[Saved data entries]
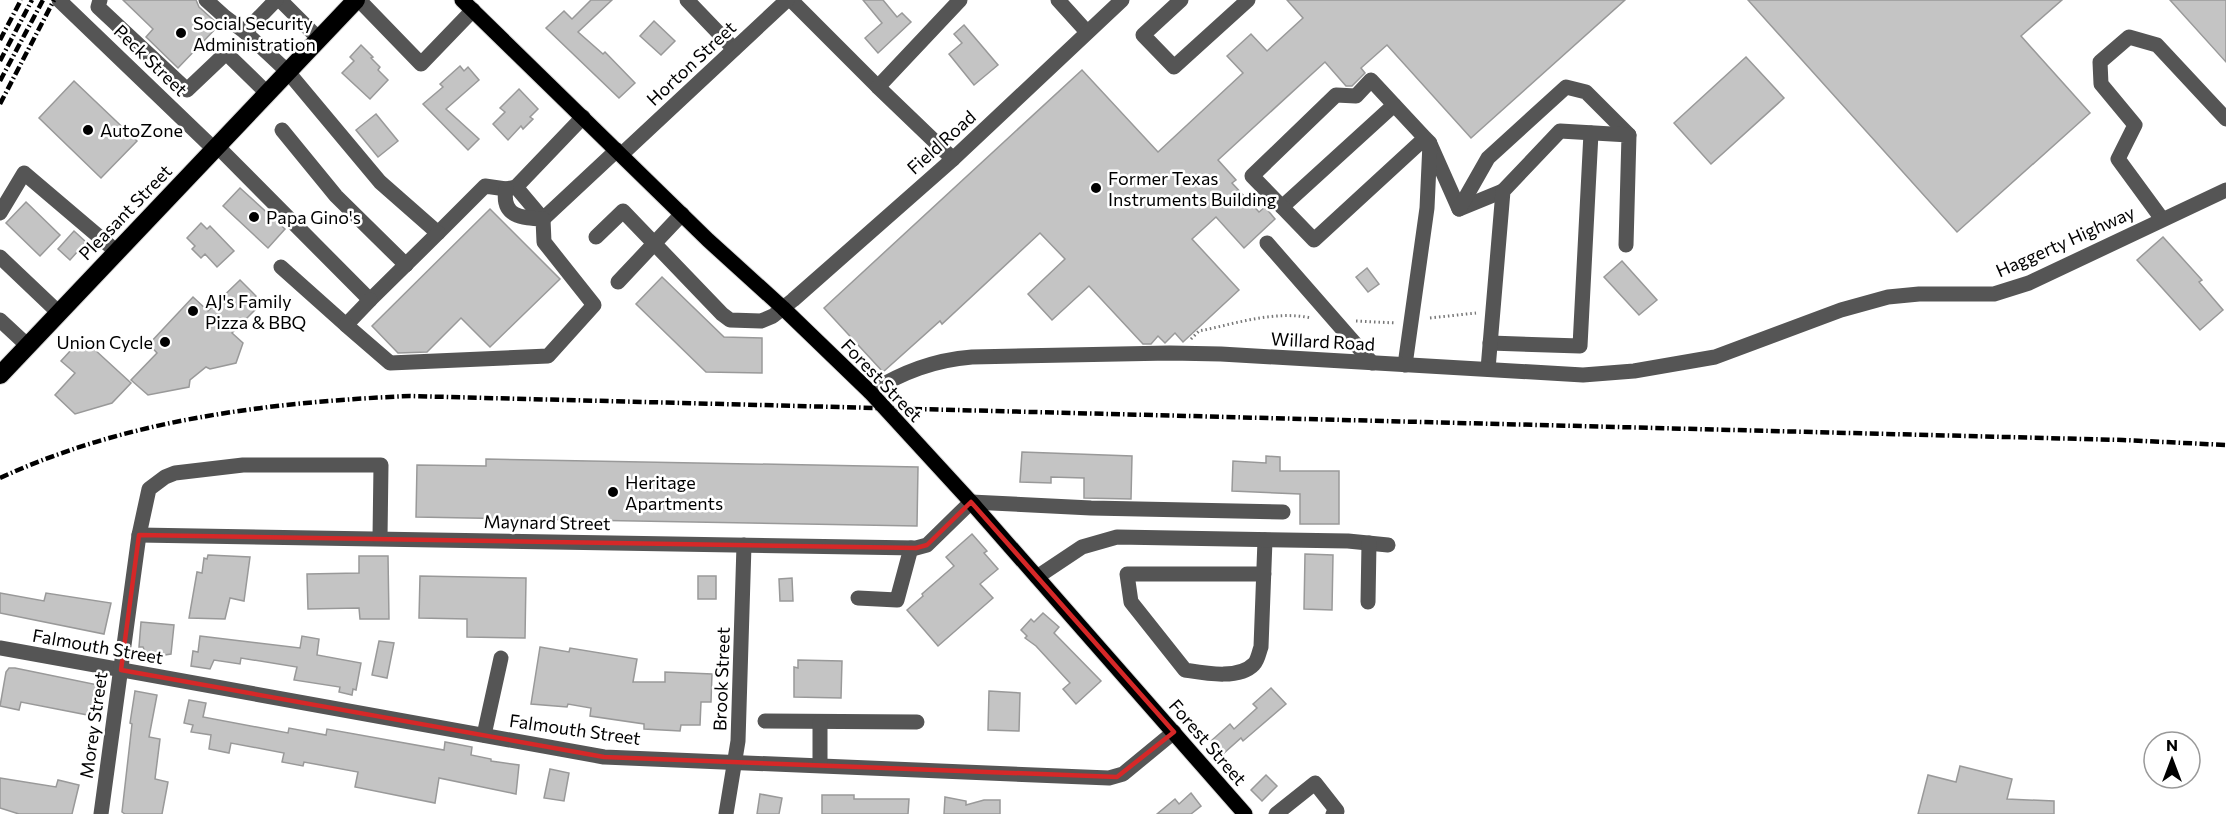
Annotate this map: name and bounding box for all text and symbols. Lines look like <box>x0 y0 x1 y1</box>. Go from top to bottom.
place label: Social Security Administration <box>193 12 316 55</box>
street label: Horton Street <box>642 16 740 110</box>
street label: Peck Street <box>110 20 192 100</box>
marker: Social Security Administration <box>174 26 188 40</box>
street label: Field Road <box>902 105 980 179</box>
place label: AutoZone <box>100 119 183 141</box>
marker: AutoZone <box>81 123 95 137</box>
street label: Pleasant Street <box>74 160 176 264</box>
place label: Former Texas Instruments Building <box>1108 167 1277 210</box>
marker: Former Texas Instruments Building <box>1089 181 1103 195</box>
street label: Haggerty Highway <box>1992 200 2138 282</box>
place label: Papa Gino's <box>266 206 361 228</box>
marker: Papa Gino's <box>247 210 261 224</box>
place label: AJ's Family Pizza & BBQ <box>205 290 306 333</box>
marker: AJ's Family Pizza & BBQ <box>186 304 200 318</box>
street label: Willard Road <box>1270 327 1376 355</box>
place label: Union Cycle <box>56 331 153 353</box>
street label: Forest Street <box>837 334 927 426</box>
marker: Union Cycle <box>158 335 172 349</box>
place label: Heritage Apartments <box>625 471 723 514</box>
marker: Heritage Apartments <box>606 485 620 499</box>
street label: Maynard Street <box>483 510 611 534</box>
street label: Falmouth Street <box>31 624 165 668</box>
street label: Brook Street <box>708 627 734 731</box>
street label: Morey Street <box>75 670 111 780</box>
street label: Forest Street <box>1165 694 1251 790</box>
street label: Falmouth Street <box>508 709 642 749</box>
north arrow <box>2142 730 2202 790</box>
text: N <box>2166 735 2178 754</box>

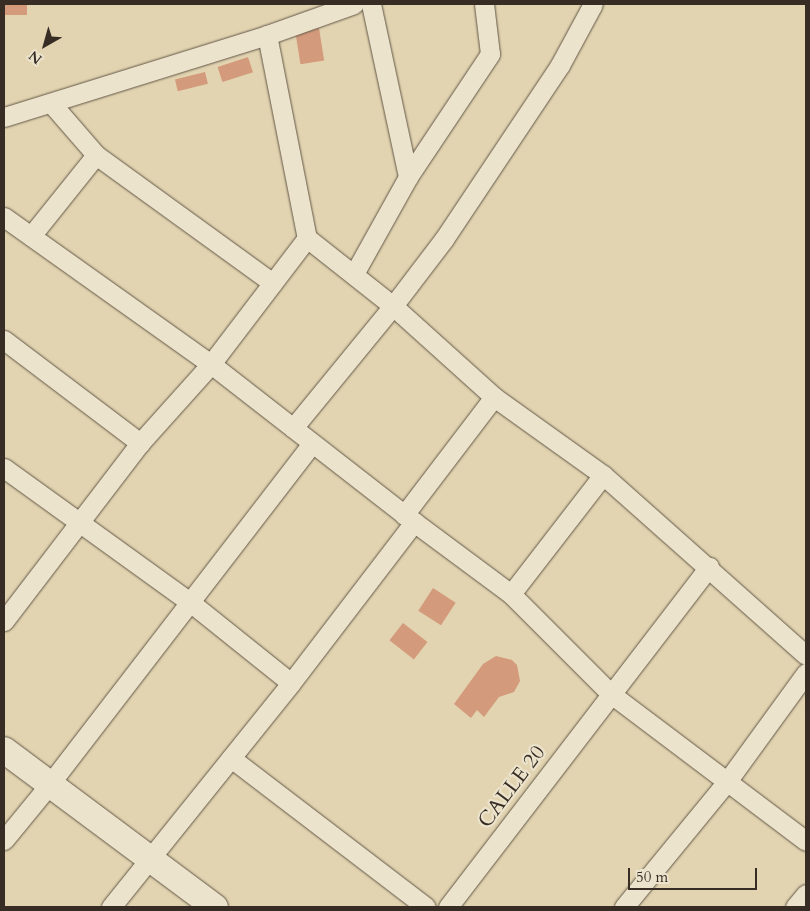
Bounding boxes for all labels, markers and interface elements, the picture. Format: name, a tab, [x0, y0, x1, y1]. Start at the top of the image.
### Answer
north arrow	[20, 20, 70, 70]
text: N	[25, 46, 46, 68]
street label: CALLE 20	[473, 741, 551, 833]
scale bar	[630, 858, 759, 890]
text: 50 m	[636, 867, 668, 887]

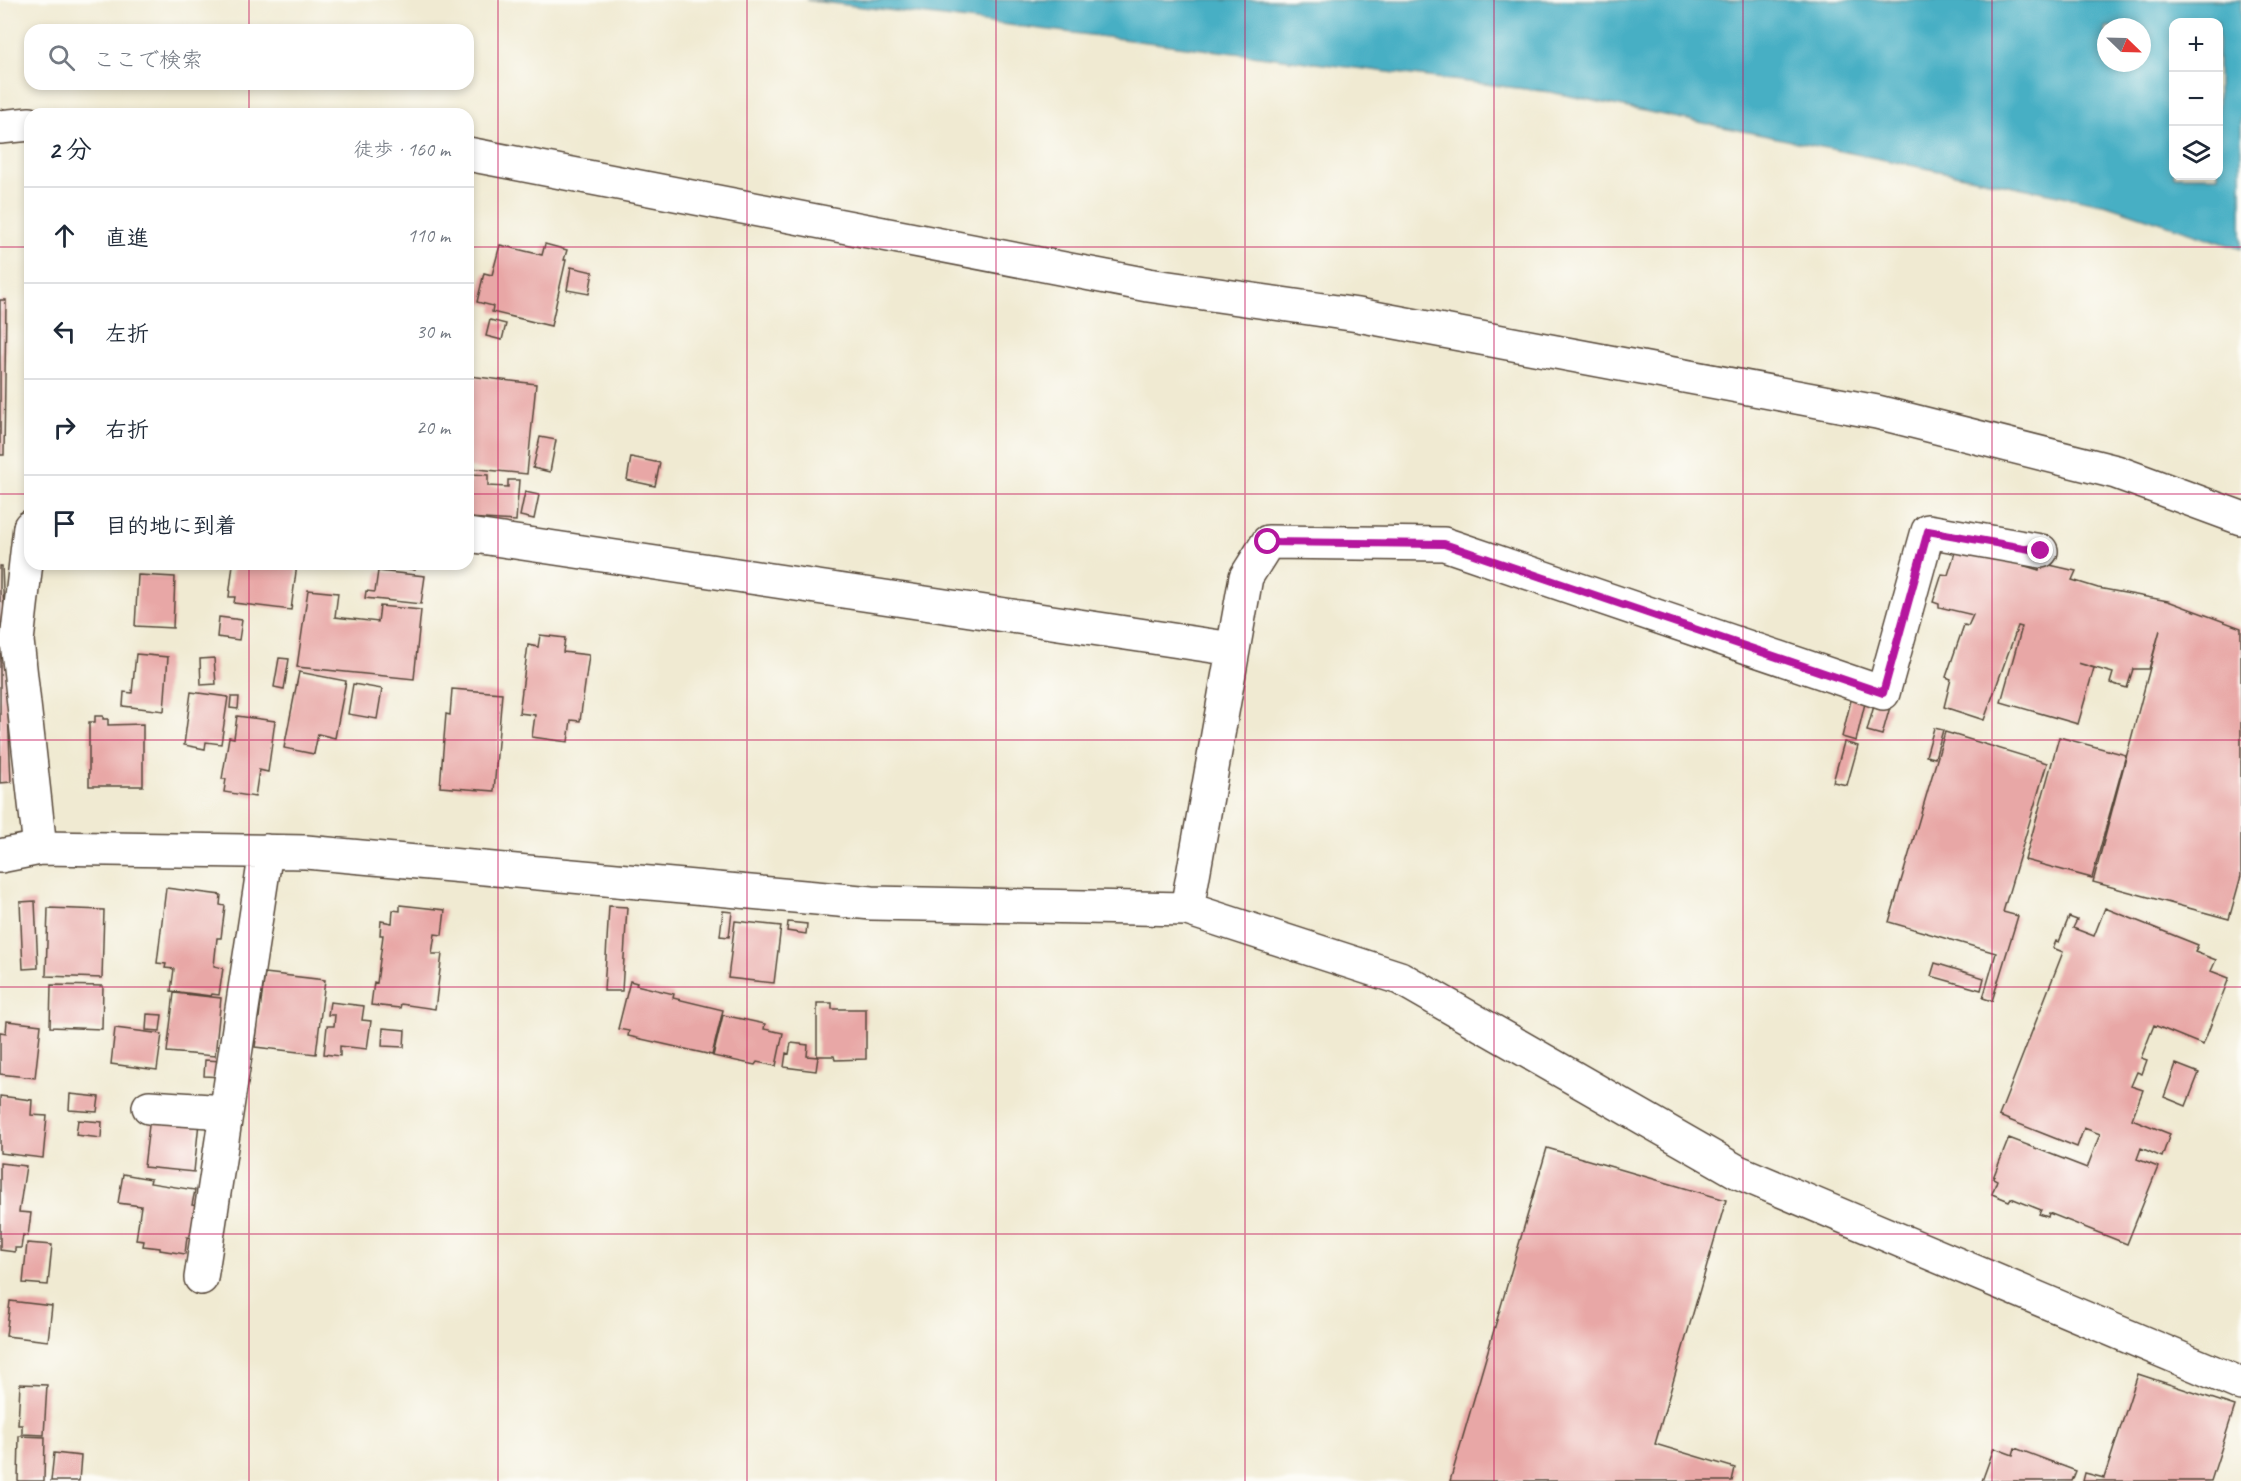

**EXERCISE PROMPT:**
Each record is to be copied word for word, with no images carried over.

**OUTPUT OF THE EXERCISE:**
Annotate this map: name and bounding box for all text and symbols. Lines look like <box>x0 y0 x1 y1</box>. Go from top to bottom.
place label: Social Security Administration <box>193 12 316 55</box>
street label: Horton Street <box>642 16 740 110</box>
street label: Peck Street <box>110 20 192 100</box>
marker: Social Security Administration <box>174 26 188 40</box>
street label: Field Road <box>902 105 980 179</box>
place label: AutoZone <box>100 119 183 141</box>
marker: AutoZone <box>81 123 95 137</box>
street label: Pleasant Street <box>74 160 176 264</box>
place label: Former Texas Instruments Building <box>1108 167 1277 210</box>
marker: Former Texas Instruments Building <box>1089 181 1103 195</box>
street label: Haggerty Highway <box>1992 200 2138 282</box>
place label: Papa Gino's <box>266 206 361 228</box>
marker: Papa Gino's <box>247 210 261 224</box>
place label: AJ's Family Pizza & BBQ <box>205 290 306 333</box>
marker: AJ's Family Pizza & BBQ <box>186 304 200 318</box>
street label: Willard Road <box>1270 327 1376 355</box>
place label: Union Cycle <box>56 331 153 353</box>
street label: Forest Street <box>837 334 927 426</box>
marker: Union Cycle <box>158 335 172 349</box>
place label: Heritage Apartments <box>625 471 723 514</box>
marker: Heritage Apartments <box>606 485 620 499</box>
street label: Maynard Street <box>483 510 611 534</box>
street label: Falmouth Street <box>31 624 165 668</box>
street label: Brook Street <box>708 627 734 731</box>
street label: Morey Street <box>75 670 111 780</box>
street label: Forest Street <box>1165 694 1251 790</box>
street label: Falmouth Street <box>508 709 642 749</box>
north arrow <box>2142 730 2202 790</box>
text: N <box>2166 735 2178 754</box>

Bounding boxes for all labels, markers and interface elements, the picture. Format: name, a tab, [x0, y0, x1, y1]. Start at the top of the image.
### Answer
north arrow	[20, 20, 70, 70]
text: N	[25, 46, 46, 68]
street label: CALLE 20	[473, 741, 551, 833]
scale bar	[630, 858, 759, 890]
text: 50 m	[636, 867, 668, 887]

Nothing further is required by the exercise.